▶ _THE PROBLEM_
Each line below that holds the word "north" counts once; state the total number of such lines and nothing else.

▶ _Data items_
• • • •

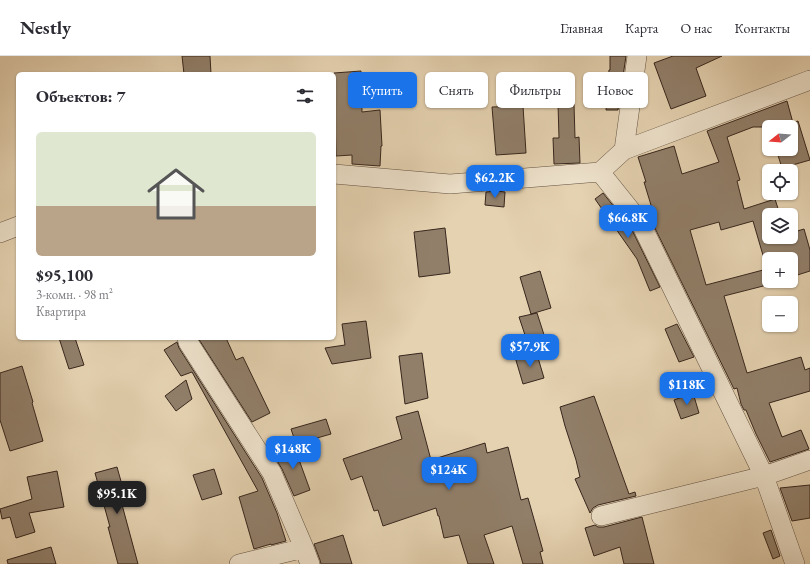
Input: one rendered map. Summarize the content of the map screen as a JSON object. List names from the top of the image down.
{
  "north": "left",
  "page": {
    "header": "Nestly",
    "nav": [
      "Главная",
      "Карта",
      "О нас",
      "Контакты"
    ],
    "chip": [
      "Купить",
      "Снять",
      "Фильтры",
      "Новое"
    ],
    "heading": "Объектов: 7",
    "map_buttons": ["+", "−"],
    "list": [
      {
        "name": "$95,100",
        "note": "3-комн. · 98 m² · Квартира"
      }
    ],
    "price": [
      "$62.2K",
      "$66.8K",
      "$57.9K",
      "$118K",
      "$148K",
      "$124K",
      "$95.1K"
    ]
  }
}
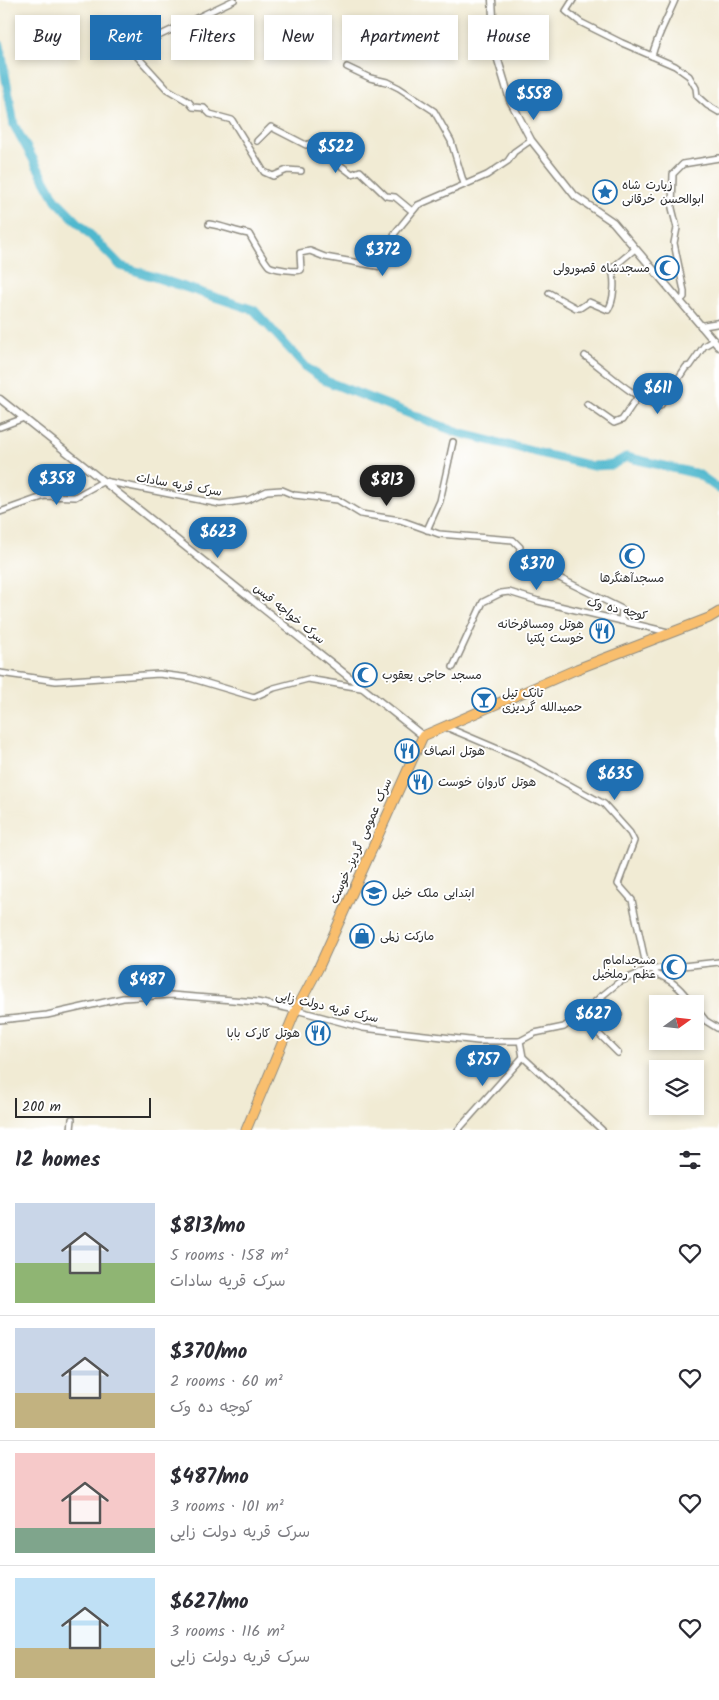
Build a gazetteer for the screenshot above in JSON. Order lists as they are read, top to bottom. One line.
{"streets":{"highway":["سرک عمومی گردیز_خوست"],"street":["سرک قریه سادات","کوچه ده وک","سرک خواجه قیس","سرک قریه دولت زایی"]},"crossings":[["سرک قریه سادات","کوچه ده وک"],["سرک قریه سادات","سرک خواجه قیس"],["سرک خواجه قیس","سرک عمومی گردیز_خوست"],["سرک عمومی گردیز_خوست","سرک قریه دولت زایی"]],"places":{"place":["زیارت شاه ابوالحسن خرقانی"],"mosque":["مسجدشاه قصورولی","مسجدآهنگرها","مسجد حاجی یعقوب","مسجدامام عظم رملخیل"],"restaurant":["هوتل ومسافرخانه خوست پکتیا","هوتل انصاف","هوتل کاروان خوست","هوتل کارک بابا"],"bar":["تانک تیل حمیدالله گردیزی"],"school or university":["ابتدایی ملک خیل"],"shop":["مارکت زلمی"]},"scale_bar":"200 m","north":"right","page":{"chip":["Buy","Rent","Filters","New","Apartment","House"],"price":["$558","$522","$372","$611","$358","$813","$623","$370","$635","$487","$627","$757"],"scale":"200 m","heading":"12 homes","list":[{"name":"$813/mo","note":"5 rooms · 158 m² · سرک قریه سادات"},{"name":"$370/mo","note":"2 rooms · 60 m² · کوچه ده وک"},{"name":"$487/mo","note":"3 rooms · 101 m² · سرک قریه دولت زایی"},{"name":"$627/mo","note":"3 rooms · 116 m² · سرک قریه دولت زایی"}]}}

• • • •

▶ _SOLUTION FOR THIS TASK_
2